RECORDS SHOWN
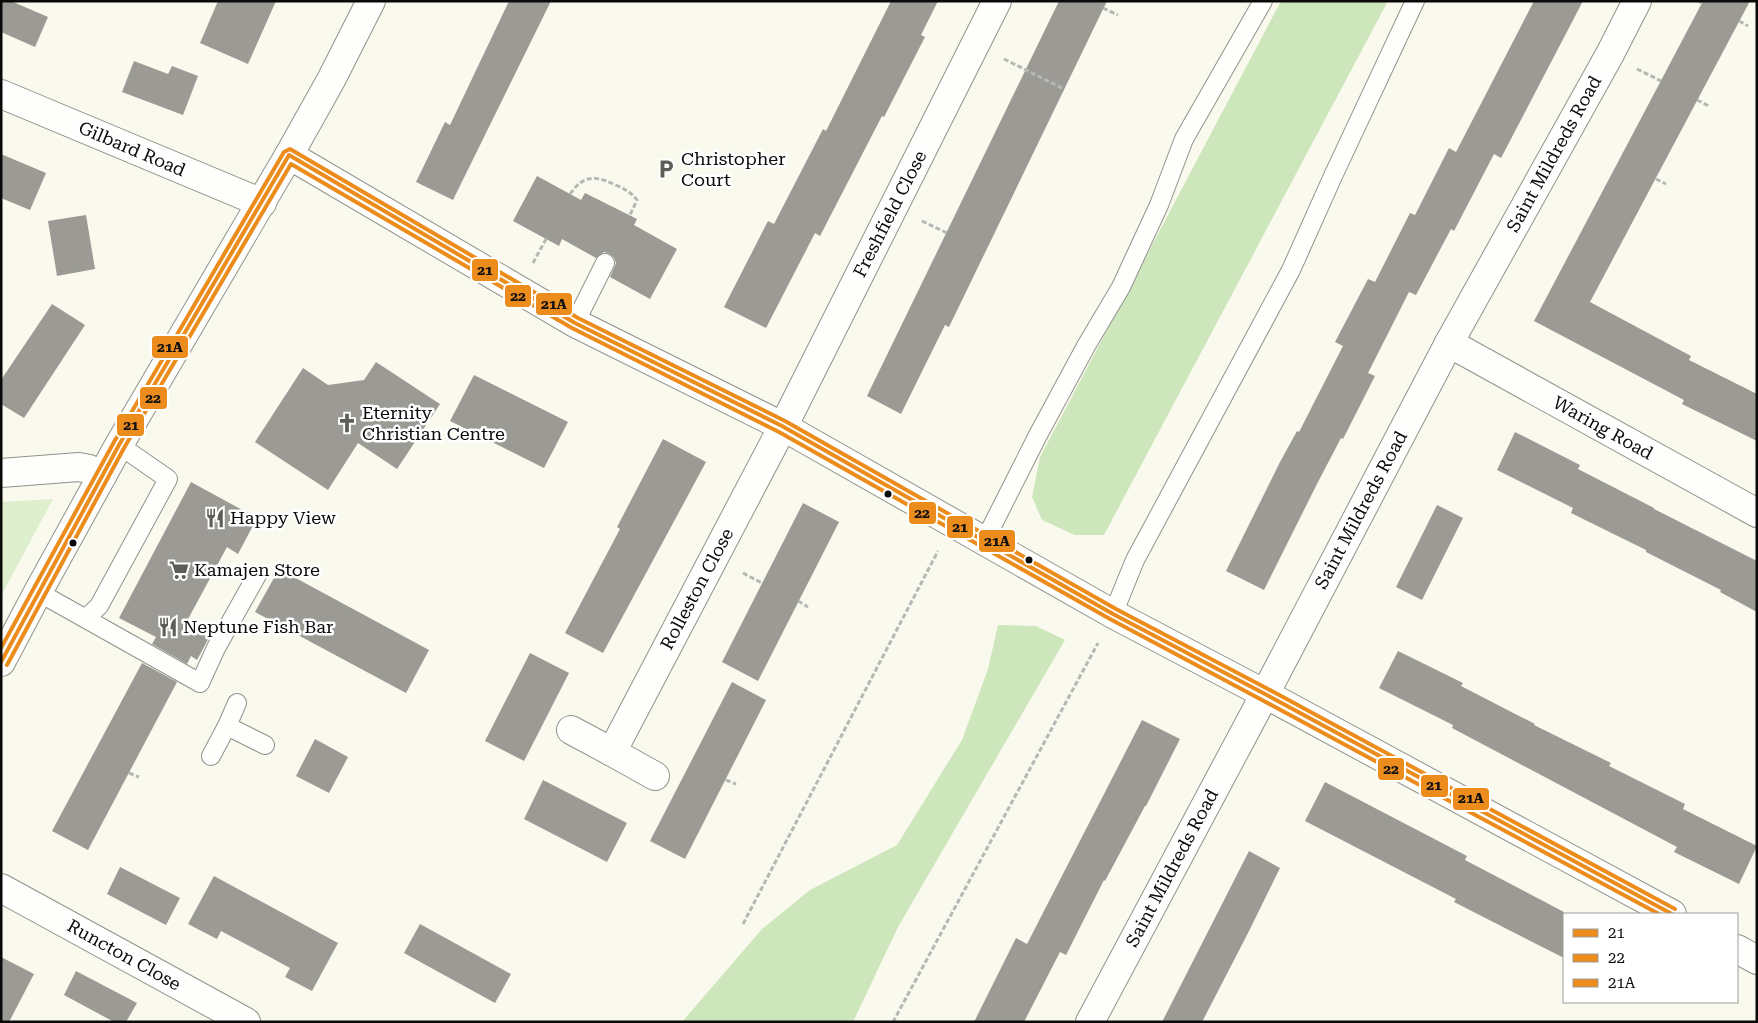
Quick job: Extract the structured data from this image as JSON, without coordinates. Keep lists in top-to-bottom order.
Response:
{
  "streets": {
    "street": [
      "Gilbard Road",
      "Saint Mildreds Road",
      "Freshfield Close",
      "Waring Road",
      "Rolleston Close",
      "Runcton Close"
    ]
  },
  "crossings": [
    ["Saint Mildreds Road", "Waring Road"],
    ["Freshfield Close", "Rolleston Close"]
  ],
  "places": {
    "parking": ["Christopher Court"],
    "church": ["Eternity Christian Centre"],
    "restaurant": ["Happy View", "Neptune Fish Bar"],
    "supermarket": ["Kamajen Store"]
  },
  "lines": ["transit line 21A", "transit line 21", "transit line 22"],
  "legend": ["21", "22", "21A"]
}
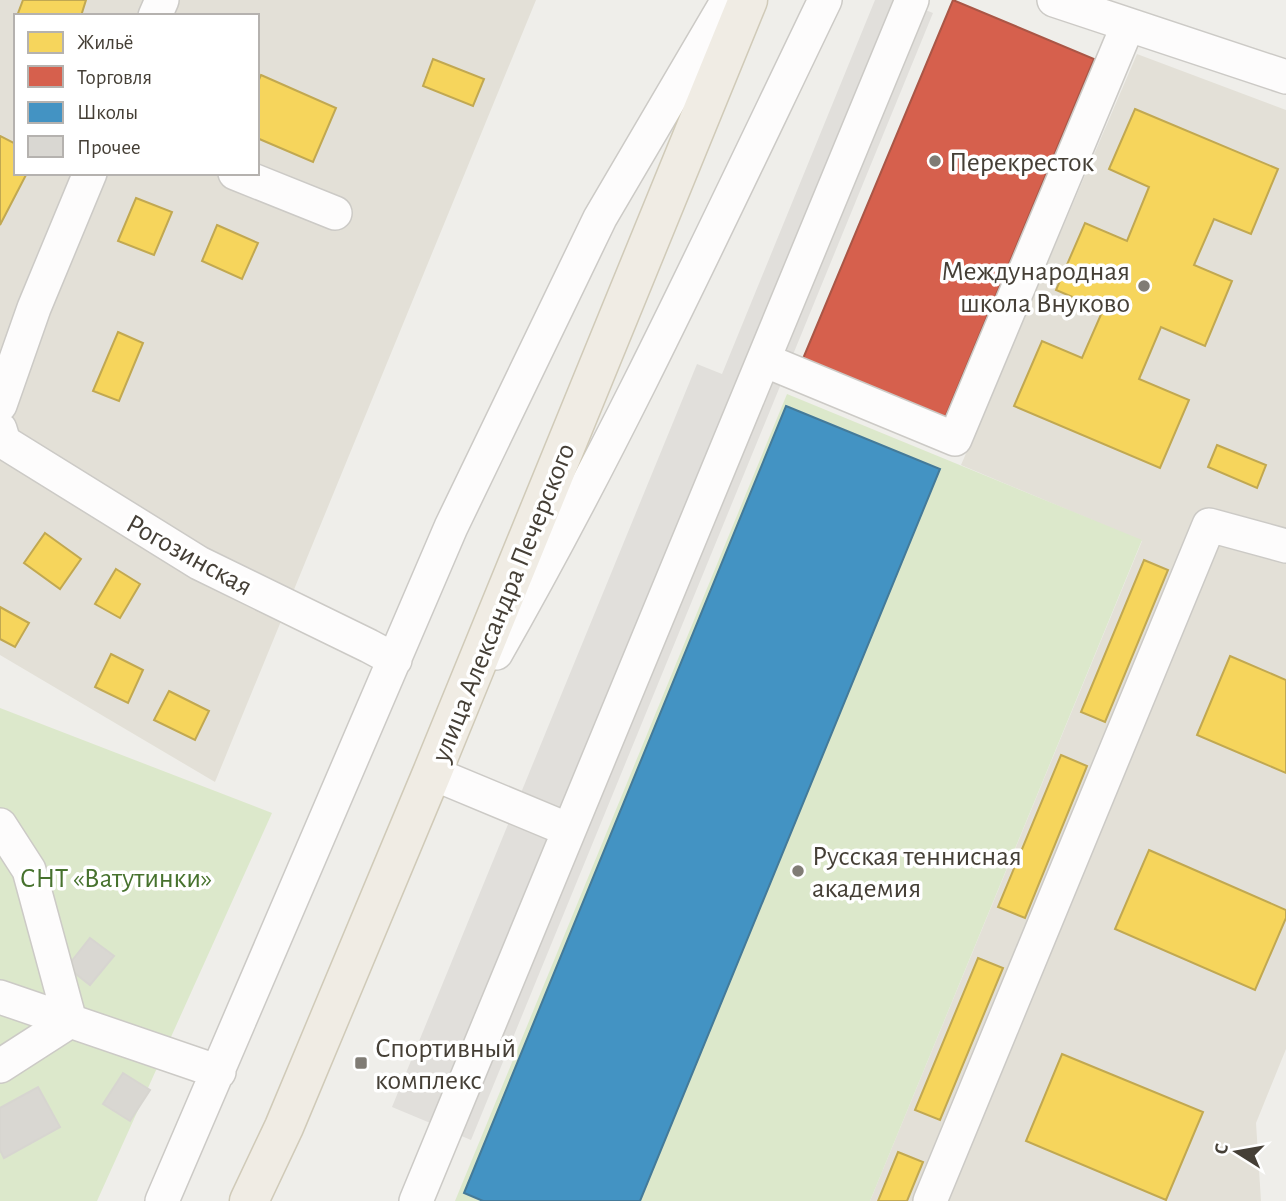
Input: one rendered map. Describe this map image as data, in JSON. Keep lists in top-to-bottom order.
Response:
{
  "streets": {
    "main road": ["улица Александра Печерского"],
    "street": ["Рогозинская"]
  },
  "parks": ["СНТ «Ватутинки»"],
  "places": {
    "other": ["Перекресток", "Международная школа Внуково", "Русская теннисная академия"],
    "transit": ["Спортивный комплекс"]
  },
  "legend": [
    "Жильё",
    "Торговля",
    "Школы",
    "Прочее"
  ],
  "north": "left"
}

EXERCISE DIRECTIONS
Make a word-for-word copy of the entries, without any pictures.

RESULT OF THE EXERCISE
Quick job: Extract the structured data from this image as JSON, without coordinates. Keep lists in top-to-bottom order.
Response:
{
  "streets": {
    "street": [
      "Gilbard Road",
      "Saint Mildreds Road",
      "Freshfield Close",
      "Waring Road",
      "Rolleston Close",
      "Runcton Close"
    ]
  },
  "crossings": [
    ["Saint Mildreds Road", "Waring Road"],
    ["Freshfield Close", "Rolleston Close"]
  ],
  "places": {
    "parking": ["Christopher Court"],
    "church": ["Eternity Christian Centre"],
    "restaurant": ["Happy View", "Neptune Fish Bar"],
    "supermarket": ["Kamajen Store"]
  },
  "lines": ["transit line 21A", "transit line 21", "transit line 22"],
  "legend": ["21", "22", "21A"]
}
Input: one rendered map. Describe this map image as data, in JSON. Keep lists in top-to-bottom order.
Response:
{
  "streets": {
    "main road": ["улица Александра Печерского"],
    "street": ["Рогозинская"]
  },
  "parks": ["СНТ «Ватутинки»"],
  "places": {
    "other": ["Перекресток", "Международная школа Внуково", "Русская теннисная академия"],
    "transit": ["Спортивный комплекс"]
  },
  "legend": [
    "Жильё",
    "Торговля",
    "Школы",
    "Прочее"
  ],
  "north": "left"
}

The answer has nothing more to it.